SCB: Existem muitos elementos musicais (e não só) em Portugal e com várias candidaturas na forja. Portugal, de Norte a Sul, é um país riquíssimo. Há um fenómeno muito interessante, que está a decorrer desde os anos 90, que é uma grande revitalização das práticas tradicionais em vários contextos. Por exemplo, a gaita-de-foles está de vento em poupa não só em Trás-os-Montes como em Lisboa. Também os grupos de bombos: é impressionante que só em Amarante há 20 e tocam em várias ocasiões. Ou o cavaquinho (sobretudo a Norte), é impressionante a quantidade de grupos de cavaquinho que existem; ou a concertina e os cantares ao desafio, a viola campaniça do Alentejo… impressionante! Há uma grande dinâmica local e uma procura não só de manter as práticas tradicionais como também de inovar e isso é muito importante para a continuidade. Nenhuma prática pode ficar estanque; não pode sobreviver ficando congelada.

Salwa Castelo Branco

N: A Etnomusicologia tenta perceber determinados fenómenos sociais através da música. O que nos pode ensinar a música sobre a globalização?
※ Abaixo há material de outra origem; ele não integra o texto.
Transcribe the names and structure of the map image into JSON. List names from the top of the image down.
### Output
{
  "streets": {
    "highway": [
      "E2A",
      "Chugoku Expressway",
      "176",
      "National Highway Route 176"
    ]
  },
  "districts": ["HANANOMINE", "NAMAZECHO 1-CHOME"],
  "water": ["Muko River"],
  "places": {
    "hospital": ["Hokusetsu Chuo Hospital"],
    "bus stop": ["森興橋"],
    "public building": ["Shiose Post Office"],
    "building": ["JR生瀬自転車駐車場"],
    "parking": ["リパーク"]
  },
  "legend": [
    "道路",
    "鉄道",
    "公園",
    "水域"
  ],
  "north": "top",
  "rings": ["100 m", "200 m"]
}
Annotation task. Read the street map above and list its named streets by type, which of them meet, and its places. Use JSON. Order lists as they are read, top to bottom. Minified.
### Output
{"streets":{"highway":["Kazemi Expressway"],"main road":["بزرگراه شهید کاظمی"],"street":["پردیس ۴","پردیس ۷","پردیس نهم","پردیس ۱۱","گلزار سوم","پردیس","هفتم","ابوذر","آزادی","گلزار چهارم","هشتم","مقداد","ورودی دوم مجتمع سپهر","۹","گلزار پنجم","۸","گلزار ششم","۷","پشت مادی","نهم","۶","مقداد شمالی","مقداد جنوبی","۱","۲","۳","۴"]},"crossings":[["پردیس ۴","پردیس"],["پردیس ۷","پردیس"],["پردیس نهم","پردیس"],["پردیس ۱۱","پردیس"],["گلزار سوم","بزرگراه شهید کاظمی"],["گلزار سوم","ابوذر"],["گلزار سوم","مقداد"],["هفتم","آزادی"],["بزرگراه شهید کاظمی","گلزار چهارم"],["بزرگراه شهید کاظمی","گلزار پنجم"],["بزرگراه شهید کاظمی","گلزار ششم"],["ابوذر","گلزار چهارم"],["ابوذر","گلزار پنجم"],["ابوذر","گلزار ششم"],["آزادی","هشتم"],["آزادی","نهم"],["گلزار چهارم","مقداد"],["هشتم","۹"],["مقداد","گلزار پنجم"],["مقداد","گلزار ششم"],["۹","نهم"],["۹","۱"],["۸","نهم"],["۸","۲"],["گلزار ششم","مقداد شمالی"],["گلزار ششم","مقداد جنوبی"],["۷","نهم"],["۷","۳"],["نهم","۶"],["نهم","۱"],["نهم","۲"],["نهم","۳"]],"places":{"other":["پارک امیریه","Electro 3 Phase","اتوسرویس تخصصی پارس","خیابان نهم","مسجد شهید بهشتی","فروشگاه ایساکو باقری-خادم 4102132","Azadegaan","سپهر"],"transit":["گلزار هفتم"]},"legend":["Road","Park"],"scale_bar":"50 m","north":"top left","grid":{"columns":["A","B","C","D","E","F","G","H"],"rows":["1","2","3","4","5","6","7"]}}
SCB: A música reflete processos globais, na medida em que há misturas de todo o tipo e vemos isso claramente. Por outro lado, também contribui para os construir sonicamente e acho que esta atenção ao som é algo que até veio surpreendentemente tarde. Hoje em dia, na Etnomusicologia e mesmo na Antropologia, o som (não só musical, mas em geral, do meio natural em que vivemos) é algo que finalmente está a ter atenção dos estudiosos porque nós não vivemos só em edifícios, também vivemos em ambientes sonoros e esses também configuram a nossa vida e temos que os compreender e contribuir para os melhorar.

N: A criação de um Arquivo Sonoro Nacional é um dos projetos que ambiciona ver concretizado. Para além deste, existe algum outro grande projeto do qual gostasse de fazer parte até ao final da sua carreira?

SCB: Gostaria de continuar a fazer investigação cada vez mais colaborativa e de fechar algumas obras começadas e que não tive tempo para completar, como uma monografia sobre o meu trabalho no Alentejo e também regressar um pouco ao meu trabalho no Médio Oriente. Esses são alguns dos projetos que tenho em mente.

N: Se não tivesse vindo para Portugal, qual acha que seria o seu percurso?

SCB: Acho que teria ficado na América, na New York University. Os académicos nos Estado Unidos têm muita mobilidade, pelo que não sei se ficaria na NYU para o resto da minha carreira, mas gosto muito da cidade de Nova Iorque e vivi lá um período da minha vida muito importante. Entre os 20 e os 32 anos foi um período formativo. Aprendi muito não só das diversas escolas em que estive, mas também da própria cidade. A vivência na cidade foi uma experiência intensíssima e é um meio para o qual regresso regularmente e em que me sinto também em casa.